◆ Assignment
Please set down each of the lines below once more, exactly, omitting all pictures.

◆ Data extract
⟨
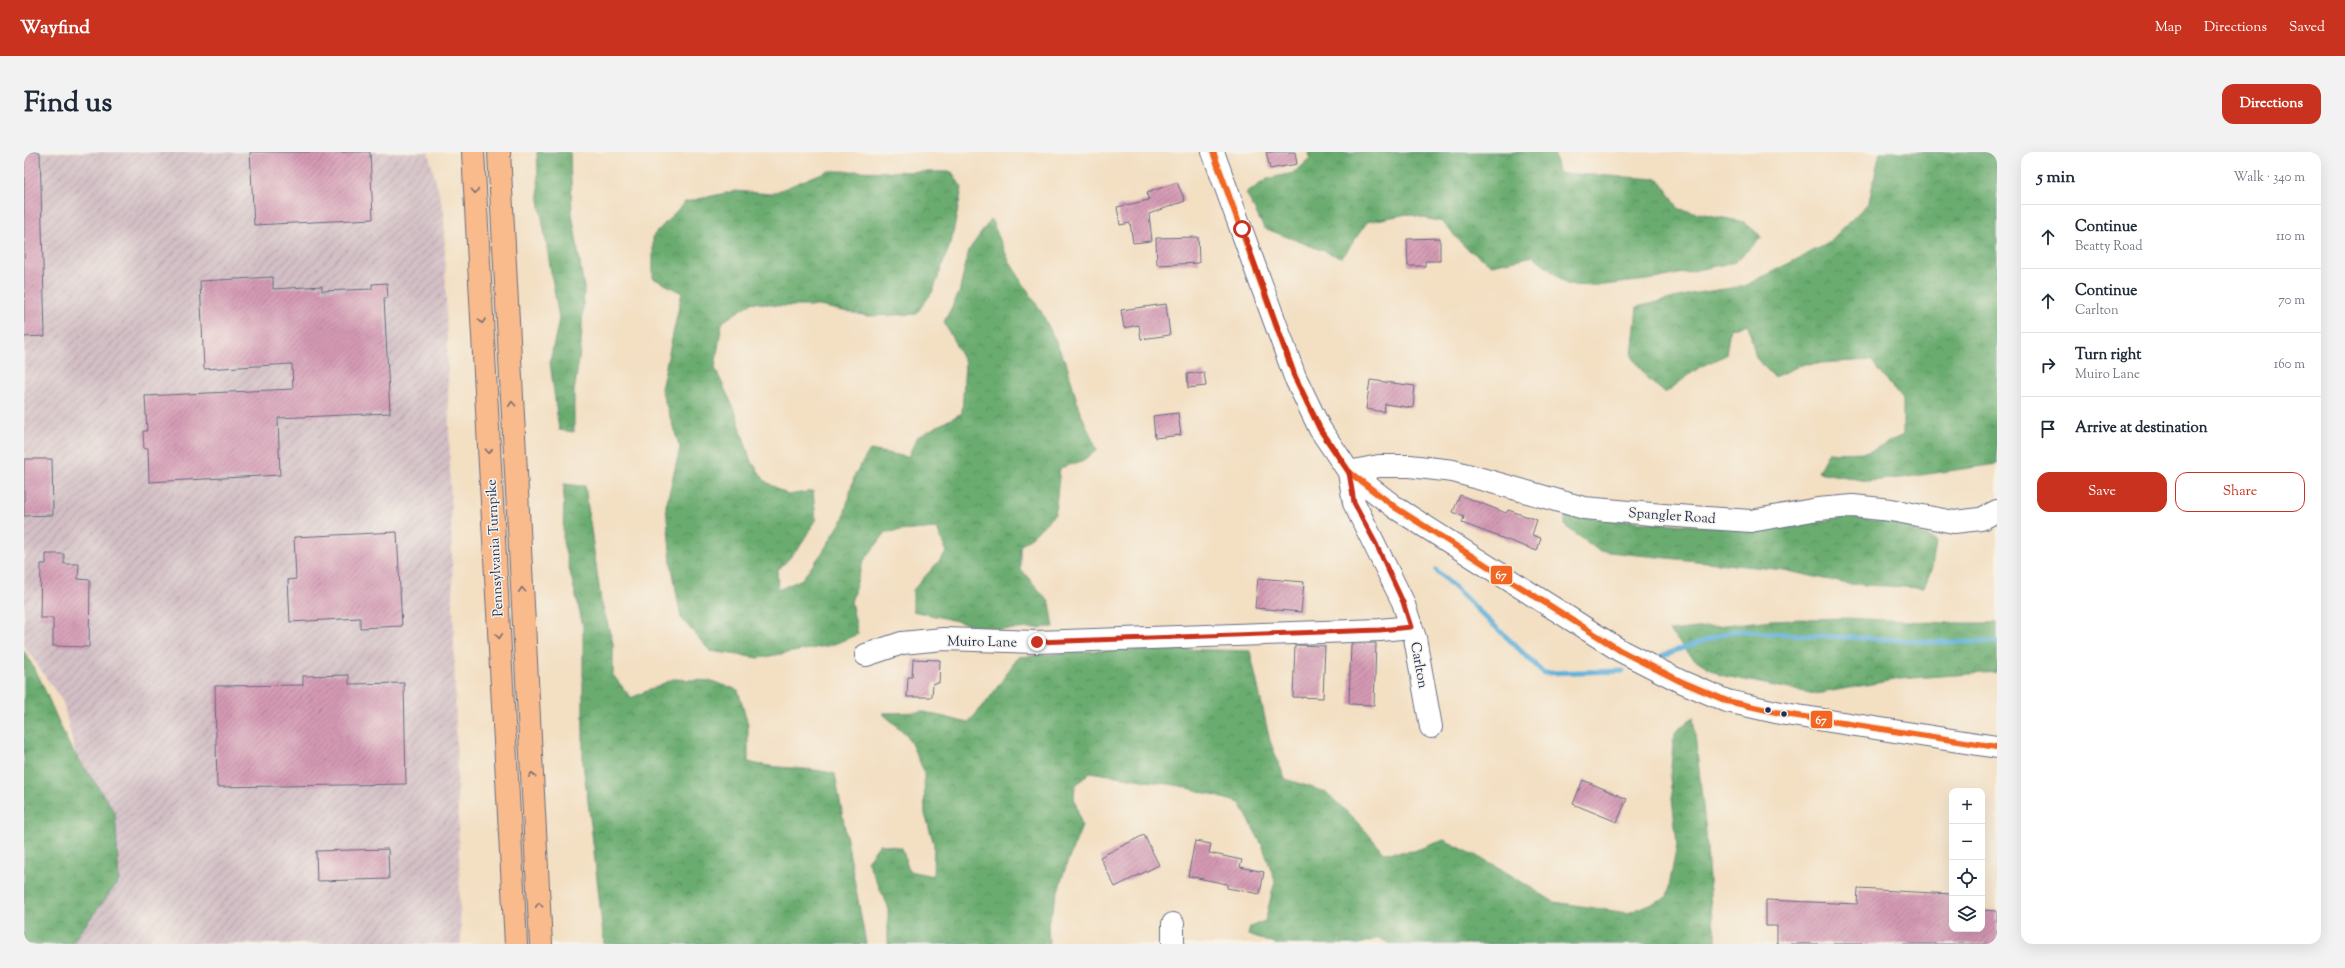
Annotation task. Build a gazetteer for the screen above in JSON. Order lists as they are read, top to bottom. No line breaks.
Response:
{"streets":{"highway":["Pennsylvania Turnpike"],"street":["Spangler Road","Muiro Lane","Carlton"]},"crossings":[["Spangler Road","Carlton"],["Muiro Lane","Carlton"]],"lines":["transit line 67"],"page":{"header":"Wayfind","nav":["Map","Directions","Saved"],"title":"Find us","buttons":["Directions",["Save","Share"]],"heading":["5 min","Walk · 340 m"],"list":[["Continue","Beatty Road","110 m"],["Continue","Carlton","70 m"],["Turn right","Muiro Lane","160 m"],"Arrive at destination"],"map_buttons":["+","−"]}}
⟩
◆ Problem solution
Annotation task. Build a gazetteer for the screen above in JSON. Order lists as they are read, top to bottom. No line breaks.
Response:
{"streets":{"highway":["Pennsylvania Turnpike"],"street":["Spangler Road","Muiro Lane","Carlton"]},"crossings":[["Spangler Road","Carlton"],["Muiro Lane","Carlton"]],"lines":["transit line 67"],"page":{"header":"Wayfind","nav":["Map","Directions","Saved"],"title":"Find us","buttons":["Directions",["Save","Share"]],"heading":["5 min","Walk · 340 m"],"list":[["Continue","Beatty Road","110 m"],["Continue","Carlton","70 m"],["Turn right","Muiro Lane","160 m"],"Arrive at destination"],"map_buttons":["+","−"]}}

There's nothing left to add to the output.